(Saved data entries)
== == ==
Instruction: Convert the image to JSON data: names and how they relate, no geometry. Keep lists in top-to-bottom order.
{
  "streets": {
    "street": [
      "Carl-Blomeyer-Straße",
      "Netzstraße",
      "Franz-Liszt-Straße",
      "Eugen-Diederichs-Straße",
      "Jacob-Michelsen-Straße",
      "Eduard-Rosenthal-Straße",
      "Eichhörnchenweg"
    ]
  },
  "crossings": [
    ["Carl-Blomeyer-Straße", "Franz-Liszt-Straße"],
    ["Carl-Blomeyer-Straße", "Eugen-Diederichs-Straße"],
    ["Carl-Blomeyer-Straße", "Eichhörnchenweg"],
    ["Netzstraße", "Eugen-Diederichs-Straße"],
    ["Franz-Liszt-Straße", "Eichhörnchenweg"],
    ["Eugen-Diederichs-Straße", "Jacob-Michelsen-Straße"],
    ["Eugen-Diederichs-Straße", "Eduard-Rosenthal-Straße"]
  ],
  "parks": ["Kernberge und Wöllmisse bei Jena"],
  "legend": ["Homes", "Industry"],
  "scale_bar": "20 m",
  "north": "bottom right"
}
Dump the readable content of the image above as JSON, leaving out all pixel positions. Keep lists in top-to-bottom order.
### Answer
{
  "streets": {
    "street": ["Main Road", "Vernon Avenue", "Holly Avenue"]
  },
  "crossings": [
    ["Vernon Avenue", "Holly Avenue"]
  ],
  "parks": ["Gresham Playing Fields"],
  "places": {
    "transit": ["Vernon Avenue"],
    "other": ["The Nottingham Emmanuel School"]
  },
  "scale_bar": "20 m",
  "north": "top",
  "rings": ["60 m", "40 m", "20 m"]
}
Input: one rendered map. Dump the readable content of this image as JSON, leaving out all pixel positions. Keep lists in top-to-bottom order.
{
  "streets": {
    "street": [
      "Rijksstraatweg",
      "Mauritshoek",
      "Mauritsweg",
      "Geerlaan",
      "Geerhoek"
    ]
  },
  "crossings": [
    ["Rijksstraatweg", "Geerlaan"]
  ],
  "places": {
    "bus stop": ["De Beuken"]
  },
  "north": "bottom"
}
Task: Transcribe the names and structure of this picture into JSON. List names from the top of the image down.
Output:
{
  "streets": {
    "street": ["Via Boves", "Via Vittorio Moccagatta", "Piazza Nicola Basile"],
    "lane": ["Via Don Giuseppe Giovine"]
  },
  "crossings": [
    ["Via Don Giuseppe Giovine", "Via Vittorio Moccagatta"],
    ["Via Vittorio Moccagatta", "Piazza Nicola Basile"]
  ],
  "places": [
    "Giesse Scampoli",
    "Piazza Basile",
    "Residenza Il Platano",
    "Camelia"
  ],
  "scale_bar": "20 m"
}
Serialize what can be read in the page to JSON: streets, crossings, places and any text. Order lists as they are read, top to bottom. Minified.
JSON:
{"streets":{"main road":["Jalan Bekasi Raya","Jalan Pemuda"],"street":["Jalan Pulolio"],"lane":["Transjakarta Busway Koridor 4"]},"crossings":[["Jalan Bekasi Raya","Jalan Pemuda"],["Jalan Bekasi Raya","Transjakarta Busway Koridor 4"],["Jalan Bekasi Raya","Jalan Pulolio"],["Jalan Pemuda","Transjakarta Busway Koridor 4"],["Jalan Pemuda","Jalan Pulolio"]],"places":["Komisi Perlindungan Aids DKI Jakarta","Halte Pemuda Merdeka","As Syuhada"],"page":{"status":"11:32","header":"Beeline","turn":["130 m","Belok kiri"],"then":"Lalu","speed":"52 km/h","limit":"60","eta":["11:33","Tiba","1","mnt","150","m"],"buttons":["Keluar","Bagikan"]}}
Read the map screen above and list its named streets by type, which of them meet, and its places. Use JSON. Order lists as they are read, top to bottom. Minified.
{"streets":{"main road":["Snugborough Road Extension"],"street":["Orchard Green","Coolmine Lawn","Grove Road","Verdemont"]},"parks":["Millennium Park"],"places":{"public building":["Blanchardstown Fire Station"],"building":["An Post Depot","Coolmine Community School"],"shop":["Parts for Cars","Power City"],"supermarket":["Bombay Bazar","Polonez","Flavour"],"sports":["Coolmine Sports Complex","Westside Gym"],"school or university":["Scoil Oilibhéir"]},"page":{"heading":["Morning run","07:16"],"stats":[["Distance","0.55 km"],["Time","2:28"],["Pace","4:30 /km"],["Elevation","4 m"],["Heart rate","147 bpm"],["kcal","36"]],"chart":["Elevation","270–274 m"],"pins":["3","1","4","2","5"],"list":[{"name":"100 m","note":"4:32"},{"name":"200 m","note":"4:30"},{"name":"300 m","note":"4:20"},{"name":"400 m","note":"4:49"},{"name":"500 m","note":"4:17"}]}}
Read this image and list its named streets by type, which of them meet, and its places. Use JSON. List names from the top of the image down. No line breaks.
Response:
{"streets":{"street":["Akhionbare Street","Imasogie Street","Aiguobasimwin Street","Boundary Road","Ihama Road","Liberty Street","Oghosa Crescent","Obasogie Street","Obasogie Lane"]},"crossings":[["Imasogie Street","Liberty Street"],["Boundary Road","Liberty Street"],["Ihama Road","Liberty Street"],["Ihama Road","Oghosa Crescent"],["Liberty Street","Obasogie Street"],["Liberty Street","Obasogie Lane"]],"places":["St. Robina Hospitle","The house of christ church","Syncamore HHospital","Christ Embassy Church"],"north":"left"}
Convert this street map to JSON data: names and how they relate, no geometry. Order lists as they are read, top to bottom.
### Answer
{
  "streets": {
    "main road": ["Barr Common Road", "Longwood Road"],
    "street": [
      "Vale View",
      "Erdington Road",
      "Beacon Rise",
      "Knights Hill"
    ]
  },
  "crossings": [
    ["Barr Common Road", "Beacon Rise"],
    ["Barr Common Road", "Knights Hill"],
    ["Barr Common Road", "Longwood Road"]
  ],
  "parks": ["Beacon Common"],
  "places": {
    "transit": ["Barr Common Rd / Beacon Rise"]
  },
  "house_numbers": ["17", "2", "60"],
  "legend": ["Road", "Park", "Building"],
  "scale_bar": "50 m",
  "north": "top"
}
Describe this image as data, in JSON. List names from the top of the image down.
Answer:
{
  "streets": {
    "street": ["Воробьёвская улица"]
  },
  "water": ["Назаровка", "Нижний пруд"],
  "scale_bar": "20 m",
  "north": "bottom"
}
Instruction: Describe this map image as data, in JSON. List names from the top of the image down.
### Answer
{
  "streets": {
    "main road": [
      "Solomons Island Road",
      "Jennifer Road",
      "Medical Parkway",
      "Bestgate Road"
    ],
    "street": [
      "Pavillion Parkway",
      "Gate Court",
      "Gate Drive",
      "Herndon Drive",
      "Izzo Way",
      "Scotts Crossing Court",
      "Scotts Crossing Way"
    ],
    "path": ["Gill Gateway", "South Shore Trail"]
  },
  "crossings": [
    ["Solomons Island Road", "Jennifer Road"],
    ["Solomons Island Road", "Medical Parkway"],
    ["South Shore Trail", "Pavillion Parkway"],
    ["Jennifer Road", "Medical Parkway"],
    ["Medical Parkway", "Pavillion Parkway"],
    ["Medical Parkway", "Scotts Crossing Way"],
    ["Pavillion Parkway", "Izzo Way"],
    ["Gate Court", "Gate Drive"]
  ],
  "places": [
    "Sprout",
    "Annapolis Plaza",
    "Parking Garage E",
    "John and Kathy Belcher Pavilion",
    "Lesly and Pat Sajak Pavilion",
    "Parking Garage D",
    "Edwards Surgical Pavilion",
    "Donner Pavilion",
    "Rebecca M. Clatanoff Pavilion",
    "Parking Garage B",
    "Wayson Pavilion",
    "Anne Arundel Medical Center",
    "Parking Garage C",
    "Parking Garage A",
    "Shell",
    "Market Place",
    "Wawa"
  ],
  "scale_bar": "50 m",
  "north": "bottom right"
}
== == ==
- _What needs to be done_
Reproduce every entry above. Make each line identical to the original.

- _Result for this exercise_
Instruction: Convert the image to JSON data: names and how they relate, no geometry. Keep lists in top-to-bottom order.
{
  "streets": {
    "street": [
      "Carl-Blomeyer-Straße",
      "Netzstraße",
      "Franz-Liszt-Straße",
      "Eugen-Diederichs-Straße",
      "Jacob-Michelsen-Straße",
      "Eduard-Rosenthal-Straße",
      "Eichhörnchenweg"
    ]
  },
  "crossings": [
    ["Carl-Blomeyer-Straße", "Franz-Liszt-Straße"],
    ["Carl-Blomeyer-Straße", "Eugen-Diederichs-Straße"],
    ["Carl-Blomeyer-Straße", "Eichhörnchenweg"],
    ["Netzstraße", "Eugen-Diederichs-Straße"],
    ["Franz-Liszt-Straße", "Eichhörnchenweg"],
    ["Eugen-Diederichs-Straße", "Jacob-Michelsen-Straße"],
    ["Eugen-Diederichs-Straße", "Eduard-Rosenthal-Straße"]
  ],
  "parks": ["Kernberge und Wöllmisse bei Jena"],
  "legend": ["Homes", "Industry"],
  "scale_bar": "20 m",
  "north": "bottom right"
}
Dump the readable content of the image above as JSON, leaving out all pixel positions. Keep lists in top-to-bottom order.
### Answer
{
  "streets": {
    "street": ["Main Road", "Vernon Avenue", "Holly Avenue"]
  },
  "crossings": [
    ["Vernon Avenue", "Holly Avenue"]
  ],
  "parks": ["Gresham Playing Fields"],
  "places": {
    "transit": ["Vernon Avenue"],
    "other": ["The Nottingham Emmanuel School"]
  },
  "scale_bar": "20 m",
  "north": "top",
  "rings": ["60 m", "40 m", "20 m"]
}
Input: one rendered map. Dump the readable content of this image as JSON, leaving out all pixel positions. Keep lists in top-to-bottom order.
{
  "streets": {
    "street": [
      "Rijksstraatweg",
      "Mauritshoek",
      "Mauritsweg",
      "Geerlaan",
      "Geerhoek"
    ]
  },
  "crossings": [
    ["Rijksstraatweg", "Geerlaan"]
  ],
  "places": {
    "bus stop": ["De Beuken"]
  },
  "north": "bottom"
}
Task: Transcribe the names and structure of this picture into JSON. List names from the top of the image down.
Output:
{
  "streets": {
    "street": ["Via Boves", "Via Vittorio Moccagatta", "Piazza Nicola Basile"],
    "lane": ["Via Don Giuseppe Giovine"]
  },
  "crossings": [
    ["Via Don Giuseppe Giovine", "Via Vittorio Moccagatta"],
    ["Via Vittorio Moccagatta", "Piazza Nicola Basile"]
  ],
  "places": [
    "Giesse Scampoli",
    "Piazza Basile",
    "Residenza Il Platano",
    "Camelia"
  ],
  "scale_bar": "20 m"
}
Serialize what can be read in the page to JSON: streets, crossings, places and any text. Order lists as they are read, top to bottom. Minified.
JSON:
{"streets":{"main road":["Jalan Bekasi Raya","Jalan Pemuda"],"street":["Jalan Pulolio"],"lane":["Transjakarta Busway Koridor 4"]},"crossings":[["Jalan Bekasi Raya","Jalan Pemuda"],["Jalan Bekasi Raya","Transjakarta Busway Koridor 4"],["Jalan Bekasi Raya","Jalan Pulolio"],["Jalan Pemuda","Transjakarta Busway Koridor 4"],["Jalan Pemuda","Jalan Pulolio"]],"places":["Komisi Perlindungan Aids DKI Jakarta","Halte Pemuda Merdeka","As Syuhada"],"page":{"status":"11:32","header":"Beeline","turn":["130 m","Belok kiri"],"then":"Lalu","speed":"52 km/h","limit":"60","eta":["11:33","Tiba","1","mnt","150","m"],"buttons":["Keluar","Bagikan"]}}
Read the map screen above and list its named streets by type, which of them meet, and its places. Use JSON. Order lists as they are read, top to bottom. Minified.
{"streets":{"main road":["Snugborough Road Extension"],"street":["Orchard Green","Coolmine Lawn","Grove Road","Verdemont"]},"parks":["Millennium Park"],"places":{"public building":["Blanchardstown Fire Station"],"building":["An Post Depot","Coolmine Community School"],"shop":["Parts for Cars","Power City"],"supermarket":["Bombay Bazar","Polonez","Flavour"],"sports":["Coolmine Sports Complex","Westside Gym"],"school or university":["Scoil Oilibhéir"]},"page":{"heading":["Morning run","07:16"],"stats":[["Distance","0.55 km"],["Time","2:28"],["Pace","4:30 /km"],["Elevation","4 m"],["Heart rate","147 bpm"],["kcal","36"]],"chart":["Elevation","270–274 m"],"pins":["3","1","4","2","5"],"list":[{"name":"100 m","note":"4:32"},{"name":"200 m","note":"4:30"},{"name":"300 m","note":"4:20"},{"name":"400 m","note":"4:49"},{"name":"500 m","note":"4:17"}]}}
Read this image and list its named streets by type, which of them meet, and its places. Use JSON. List names from the top of the image down. No line breaks.
Response:
{"streets":{"street":["Akhionbare Street","Imasogie Street","Aiguobasimwin Street","Boundary Road","Ihama Road","Liberty Street","Oghosa Crescent","Obasogie Street","Obasogie Lane"]},"crossings":[["Imasogie Street","Liberty Street"],["Boundary Road","Liberty Street"],["Ihama Road","Liberty Street"],["Ihama Road","Oghosa Crescent"],["Liberty Street","Obasogie Street"],["Liberty Street","Obasogie Lane"]],"places":["St. Robina Hospitle","The house of christ church","Syncamore HHospital","Christ Embassy Church"],"north":"left"}
Convert this street map to JSON data: names and how they relate, no geometry. Order lists as they are read, top to bottom.
### Answer
{
  "streets": {
    "main road": ["Barr Common Road", "Longwood Road"],
    "street": [
      "Vale View",
      "Erdington Road",
      "Beacon Rise",
      "Knights Hill"
    ]
  },
  "crossings": [
    ["Barr Common Road", "Beacon Rise"],
    ["Barr Common Road", "Knights Hill"],
    ["Barr Common Road", "Longwood Road"]
  ],
  "parks": ["Beacon Common"],
  "places": {
    "transit": ["Barr Common Rd / Beacon Rise"]
  },
  "house_numbers": ["17", "2", "60"],
  "legend": ["Road", "Park", "Building"],
  "scale_bar": "50 m",
  "north": "top"
}
Describe this image as data, in JSON. List names from the top of the image down.
Answer:
{
  "streets": {
    "street": ["Воробьёвская улица"]
  },
  "water": ["Назаровка", "Нижний пруд"],
  "scale_bar": "20 m",
  "north": "bottom"
}
Instruction: Describe this map image as data, in JSON. List names from the top of the image down.
### Answer
{
  "streets": {
    "main road": [
      "Solomons Island Road",
      "Jennifer Road",
      "Medical Parkway",
      "Bestgate Road"
    ],
    "street": [
      "Pavillion Parkway",
      "Gate Court",
      "Gate Drive",
      "Herndon Drive",
      "Izzo Way",
      "Scotts Crossing Court",
      "Scotts Crossing Way"
    ],
    "path": ["Gill Gateway", "South Shore Trail"]
  },
  "crossings": [
    ["Solomons Island Road", "Jennifer Road"],
    ["Solomons Island Road", "Medical Parkway"],
    ["South Shore Trail", "Pavillion Parkway"],
    ["Jennifer Road", "Medical Parkway"],
    ["Medical Parkway", "Pavillion Parkway"],
    ["Medical Parkway", "Scotts Crossing Way"],
    ["Pavillion Parkway", "Izzo Way"],
    ["Gate Court", "Gate Drive"]
  ],
  "places": [
    "Sprout",
    "Annapolis Plaza",
    "Parking Garage E",
    "John and Kathy Belcher Pavilion",
    "Lesly and Pat Sajak Pavilion",
    "Parking Garage D",
    "Edwards Surgical Pavilion",
    "Donner Pavilion",
    "Rebecca M. Clatanoff Pavilion",
    "Parking Garage B",
    "Wayson Pavilion",
    "Anne Arundel Medical Center",
    "Parking Garage C",
    "Parking Garage A",
    "Shell",
    "Market Place",
    "Wawa"
  ],
  "scale_bar": "50 m",
  "north": "bottom right"
}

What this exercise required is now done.